Sam Altman is addressing one of investors’ biggest concerns about AI.
During a CNBC interview on Monday, the OpenAI CEO said questions about whether massive AI spending will ultimately pay off are legitimate, as companies continue pouring billions into infrastructure, chips, and software.
“So I think this is the most fair criticism right now of AI,” Altman said. “You hear companies saying, I am spending a ton of money on AI. And I know some great stuff is happening, but I know there’s a ton of waste.”
He went on to summarize concerns he hears from businesses.
“How long do I have to wait for it to really show up in revenue, and how long do I have to wait to really get the costs under control?” he said. “I assume that the industry will figure that out pretty quickly, but I think that is a fair, a fair issue.”
The comments come as investors increasingly scrutinize whether the AI boom can generate enough revenue to justify its staggering costs.
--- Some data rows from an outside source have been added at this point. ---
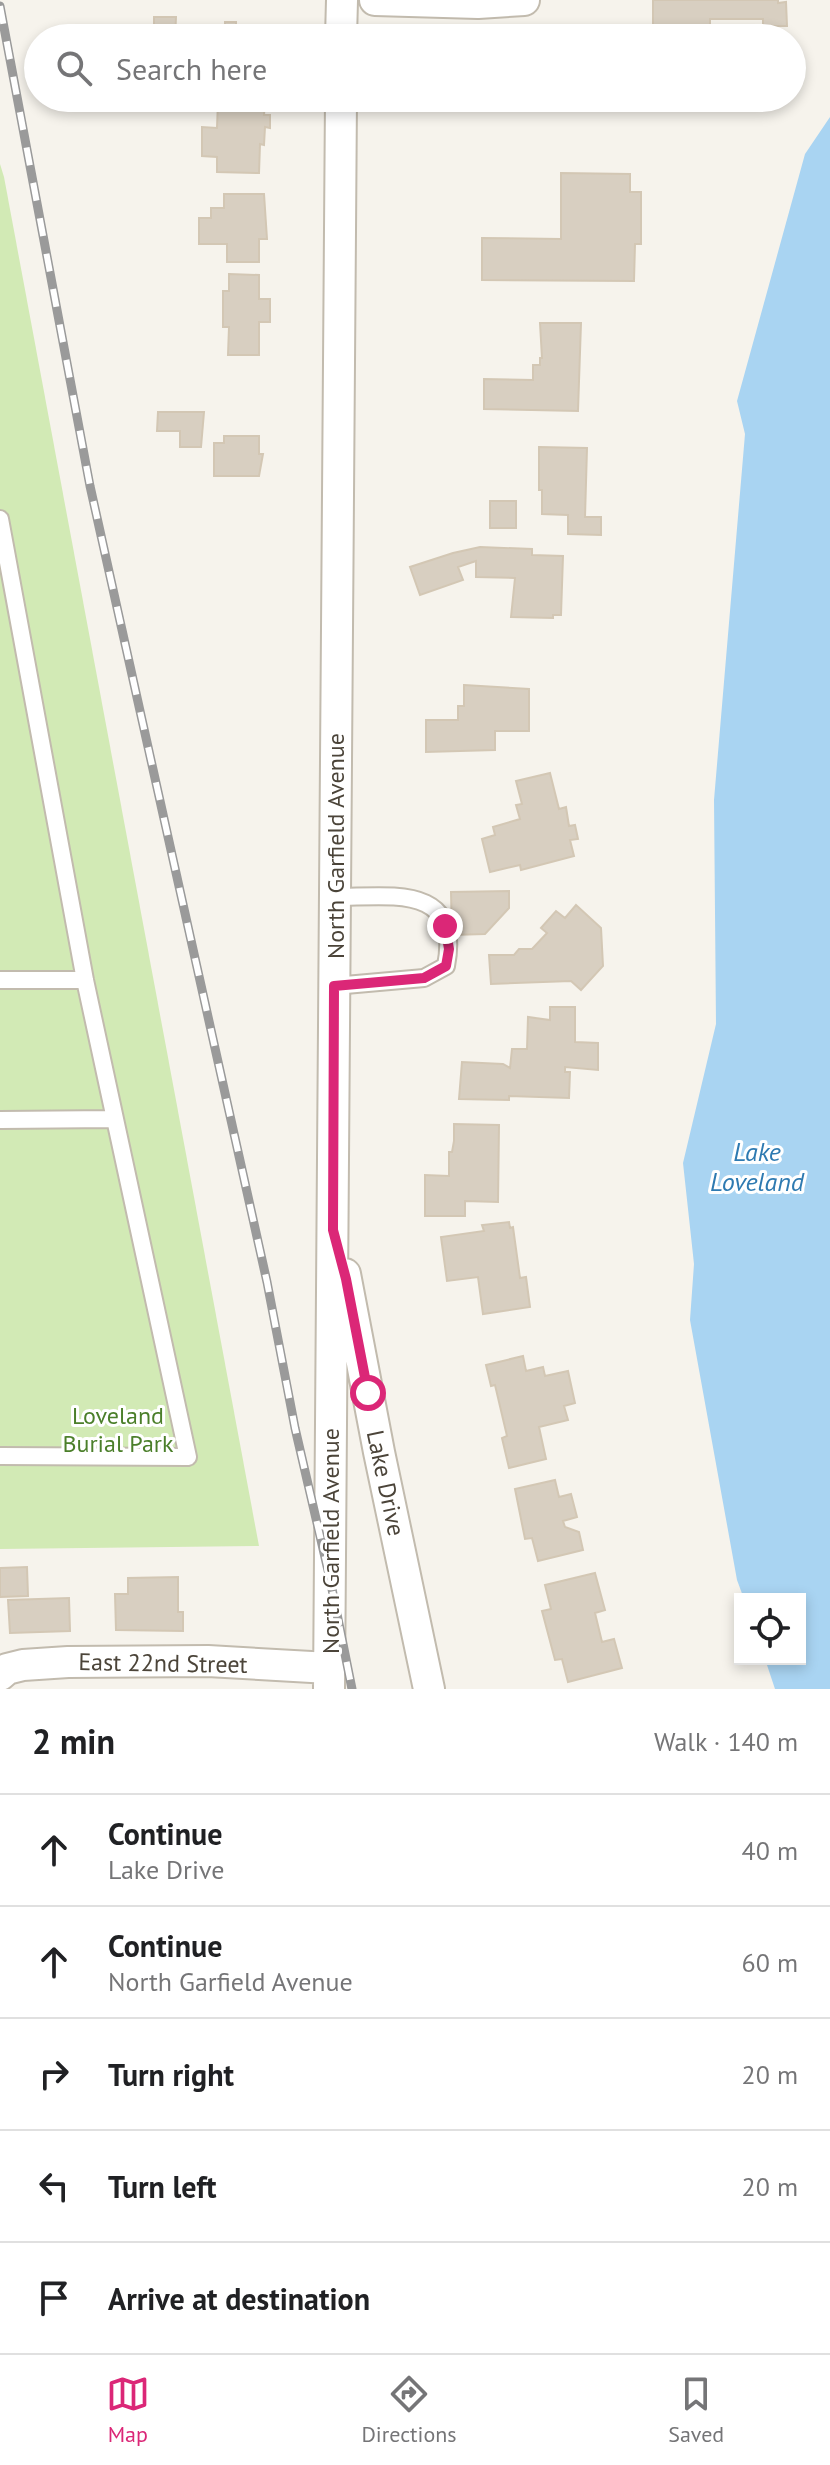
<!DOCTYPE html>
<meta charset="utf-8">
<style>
:root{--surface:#fff;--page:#f6f6f6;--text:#202124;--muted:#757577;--line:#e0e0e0;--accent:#db2777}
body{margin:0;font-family:"PT Sans",sans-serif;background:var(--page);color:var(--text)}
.controls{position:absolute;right:24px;bottom:24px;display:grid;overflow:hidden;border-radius:0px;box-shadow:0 4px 12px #0003}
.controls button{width:72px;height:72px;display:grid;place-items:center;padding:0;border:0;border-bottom:2px solid var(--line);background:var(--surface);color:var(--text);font:40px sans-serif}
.stop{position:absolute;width:24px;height:24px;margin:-18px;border:6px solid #db2777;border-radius:50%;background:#fff}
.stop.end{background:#db2777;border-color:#fff;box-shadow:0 2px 8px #0008}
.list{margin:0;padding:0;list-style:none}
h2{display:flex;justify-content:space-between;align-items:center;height:104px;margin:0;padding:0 32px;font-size:34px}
h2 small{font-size:26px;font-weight:400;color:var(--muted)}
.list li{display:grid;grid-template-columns:52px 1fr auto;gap:24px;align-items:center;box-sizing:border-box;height:112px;padding:0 32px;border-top:2px solid var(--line)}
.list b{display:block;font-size:30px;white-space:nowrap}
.list p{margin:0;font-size:26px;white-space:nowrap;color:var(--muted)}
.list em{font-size:26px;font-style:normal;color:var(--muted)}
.icon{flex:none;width:44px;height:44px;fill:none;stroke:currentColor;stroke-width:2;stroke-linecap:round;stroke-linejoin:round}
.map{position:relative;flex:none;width:830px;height:1689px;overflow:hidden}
.search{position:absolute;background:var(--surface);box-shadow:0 4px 12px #0003;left:24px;right:24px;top:24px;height:88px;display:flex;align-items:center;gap:20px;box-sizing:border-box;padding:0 28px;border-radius:44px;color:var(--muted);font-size:30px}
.sheet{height:664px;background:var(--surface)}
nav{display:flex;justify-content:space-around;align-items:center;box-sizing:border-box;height:112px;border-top:2px solid var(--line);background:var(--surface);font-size:22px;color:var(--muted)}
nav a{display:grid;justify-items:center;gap:4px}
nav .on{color:var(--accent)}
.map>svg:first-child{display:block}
</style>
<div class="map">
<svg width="830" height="1689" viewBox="0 0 830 1689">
<rect width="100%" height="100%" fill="#f6f3ec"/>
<path fill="#d2eab5" d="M0,164L4,177L259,1546L0,1549Z"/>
<path fill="#a9d4f2" d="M830,117V1689H775L765,1659H800V1599H744L737,1580L690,1320L694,1264L683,1163L716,1024L714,800L745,434L737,401L805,154Z"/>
<path fill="#d8cfc1" stroke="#d3c7b4" stroke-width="2" d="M653,0H778V3L786,2L787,26H763V19H710V27L653,26Z
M154,17H176L175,38H154Z
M225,22H236V25L260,26V38H225Z
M218,101L265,102L264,115H270V128L265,127L264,145L260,144L259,173L217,172V157L202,156V127L217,128Z
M561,173L630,174V192H641V244H635L634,281L482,280V238L561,239Z
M224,194H264L267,239H259V262H227V244H199V218H211V208H224Z
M229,274L259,275V299H270V322H259V355H228L229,327H223V291H229Z
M540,323H581L578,411L484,409V379L533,380V365H540V358H542Z
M158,412H204L201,447H180V431H157Z
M224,436H259V454H263L259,476H214V443H224Z
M539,447L587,448L585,517H601V535L568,534V515L542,514V490H539Z
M490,501H516V528H490Z
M480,547L532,549V555L563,556L561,615H553V618L511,617L515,578L476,577V561L458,567L463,580L420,595L410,567L453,553Z
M464,685L529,689V731H495V750L426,752V720H458V706H464Z
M550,773L559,809L566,807L569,826L575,825L578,839L570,840L574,856L521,870L520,865L490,872L482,839L495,835L493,827L520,819L516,805L522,804L516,781Z
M509,891V908L485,934L452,935L451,892Z
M576,905L601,928L603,966L581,990L571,981L491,984L489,955H514L519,949H532L547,933L541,928L556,911L565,918Z
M550,1007H575V1042L598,1043V1070L565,1067V1072H570L569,1098L509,1096V1100L459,1099L462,1062L503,1064L510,1068L512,1049H527L528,1017L550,1020Z
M454,1124L499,1125L498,1202L465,1201V1216H425V1175L449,1176V1152H452L454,1141Z
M509,1222L510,1228L513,1227L520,1278L526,1277L530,1307L483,1314L478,1277L447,1281L441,1237L484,1231L482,1225Z
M523,1356L526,1371L543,1367L545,1376L568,1371L575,1403L564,1406L568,1420L539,1427L546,1459L509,1468L502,1438L507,1436L495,1385L491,1386L486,1365Z
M555,1480L559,1497L571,1494L577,1517L563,1521L565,1527L579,1532L583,1550L538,1561L532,1538L525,1539L515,1489Z
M27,1567L28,1596L0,1597V1568Z
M595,1573L605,1610L595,1613L602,1642L614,1639L622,1668L568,1682L562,1659L555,1660L542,1611L551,1609L545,1585Z
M178,1577V1612H183V1631L116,1630L115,1594H128V1578Z
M69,1598L70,1631L10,1633L8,1600Z"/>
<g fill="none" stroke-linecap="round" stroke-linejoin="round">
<g stroke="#c2bbae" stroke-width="20">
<path id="service" d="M0,519L85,980L188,1457L0,1456
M0,980H85
M334,986L424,978L446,966C462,883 391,897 335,897
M0,1120L113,1119"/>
</g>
<g stroke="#c2bbae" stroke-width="34">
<path id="minor" d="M375,0L478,3L524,0
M341,38L342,0
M345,1274L379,1452L429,1689
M0,1675L7,1669L23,1665L68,1662L208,1661L329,1668
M329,1689L341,98"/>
</g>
<use href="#service" stroke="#fff" stroke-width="16"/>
<use href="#minor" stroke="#fff" stroke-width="30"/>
<g stroke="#9a9a9a" stroke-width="9">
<path id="rail" d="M0,6L90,486L267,1282L295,1428L330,1579L352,1689"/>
</g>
<use href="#rail" stroke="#fff" stroke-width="6" stroke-dasharray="18" stroke-linecap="butt"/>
</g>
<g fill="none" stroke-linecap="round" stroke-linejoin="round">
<path stroke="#db2777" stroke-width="10" d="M368,1393L346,1279L333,1230L334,986L424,978L446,966L449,949L445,926"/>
</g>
<g text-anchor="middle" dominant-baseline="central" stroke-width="6" stroke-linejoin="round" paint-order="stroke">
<g font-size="24" fill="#4b4439" stroke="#fff">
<text transform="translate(335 846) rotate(-90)">North Garfield Avenue</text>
<text transform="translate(386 1483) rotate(78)">Lake Drive</text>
<text transform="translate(330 1541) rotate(-90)">North Garfield Avenue</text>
<text transform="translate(163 1663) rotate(1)">East 22nd Street</text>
</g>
<g font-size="24" fill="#4b7f2a" stroke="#fff">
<text x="118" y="1415">Loveland<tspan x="118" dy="28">Burial Park</tspan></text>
</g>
<g font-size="26" font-style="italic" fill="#2e7ab1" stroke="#fff">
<text x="757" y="1151">Lake<tspan x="757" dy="30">Loveland</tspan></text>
</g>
</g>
</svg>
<div class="controls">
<button><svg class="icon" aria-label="locate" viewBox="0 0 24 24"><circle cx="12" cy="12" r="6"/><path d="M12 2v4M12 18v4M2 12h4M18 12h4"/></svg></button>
</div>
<div class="stop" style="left:368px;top:1393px"></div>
<div class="stop end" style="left:445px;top:926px"></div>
<div class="search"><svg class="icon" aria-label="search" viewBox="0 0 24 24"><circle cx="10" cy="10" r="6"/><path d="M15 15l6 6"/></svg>Search here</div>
</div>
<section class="sheet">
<h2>2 min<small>Walk · 140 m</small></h2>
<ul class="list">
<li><svg class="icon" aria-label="ahead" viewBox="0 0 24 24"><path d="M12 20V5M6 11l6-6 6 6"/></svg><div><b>Continue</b><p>Lake Drive</p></div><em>40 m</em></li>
<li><svg class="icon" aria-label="ahead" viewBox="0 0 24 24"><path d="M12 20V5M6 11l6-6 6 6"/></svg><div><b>Continue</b><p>North Garfield Avenue</p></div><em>60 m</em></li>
<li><svg class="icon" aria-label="right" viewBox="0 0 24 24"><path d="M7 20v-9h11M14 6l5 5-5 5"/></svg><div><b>Turn right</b></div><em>20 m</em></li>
<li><svg class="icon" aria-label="left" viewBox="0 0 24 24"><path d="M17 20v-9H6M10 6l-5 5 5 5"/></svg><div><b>Turn left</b></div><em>20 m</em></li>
<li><svg class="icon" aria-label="arrive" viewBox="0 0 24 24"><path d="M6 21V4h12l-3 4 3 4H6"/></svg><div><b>Arrive at destination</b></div></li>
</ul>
</section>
<nav>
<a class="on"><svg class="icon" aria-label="map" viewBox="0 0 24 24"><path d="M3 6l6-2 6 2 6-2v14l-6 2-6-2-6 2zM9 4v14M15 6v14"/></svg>Map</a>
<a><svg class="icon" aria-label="directions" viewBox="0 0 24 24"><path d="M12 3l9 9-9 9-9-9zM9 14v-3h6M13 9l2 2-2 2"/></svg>Directions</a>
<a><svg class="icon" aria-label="saved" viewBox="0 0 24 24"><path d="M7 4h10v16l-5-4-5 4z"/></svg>Saved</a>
</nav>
According to an April report from The Wall Street Journal, OpenAI itself had missed some key targets for revenue and user growth last year.
Recent data from cloud optimization platform Cast AI suggests that many companies are paying for far more AI computing power than they actually use. In an analysis of 23,000 clusters across thousands of companies, the company found average GPU utilization was just 5%, meaning that roughly 95% of provisioned graphics-processing capacity sat idle.
Cast AI cofounder and president Laurent Gil said companies are often hoarding scarce AI chips simply because they fear missing out, not because they have an immediate need for them, resulting in a growing stockpile of underused computing resources.
Gary Marcus, a longtime AI researcher, author, and professor emeritus at New York University, has also said that the hyperscalers are committing unprecedented sums to AI without demonstrating returns that match the scale of those investments.
“Greatest capital misallocation in history,” Marcus wrote in a post on X, describing some companies’ AI capex plans and adding that Amazon, Google, Microsoft, and Meta collectively are spending more money than the Manhattan Project each month.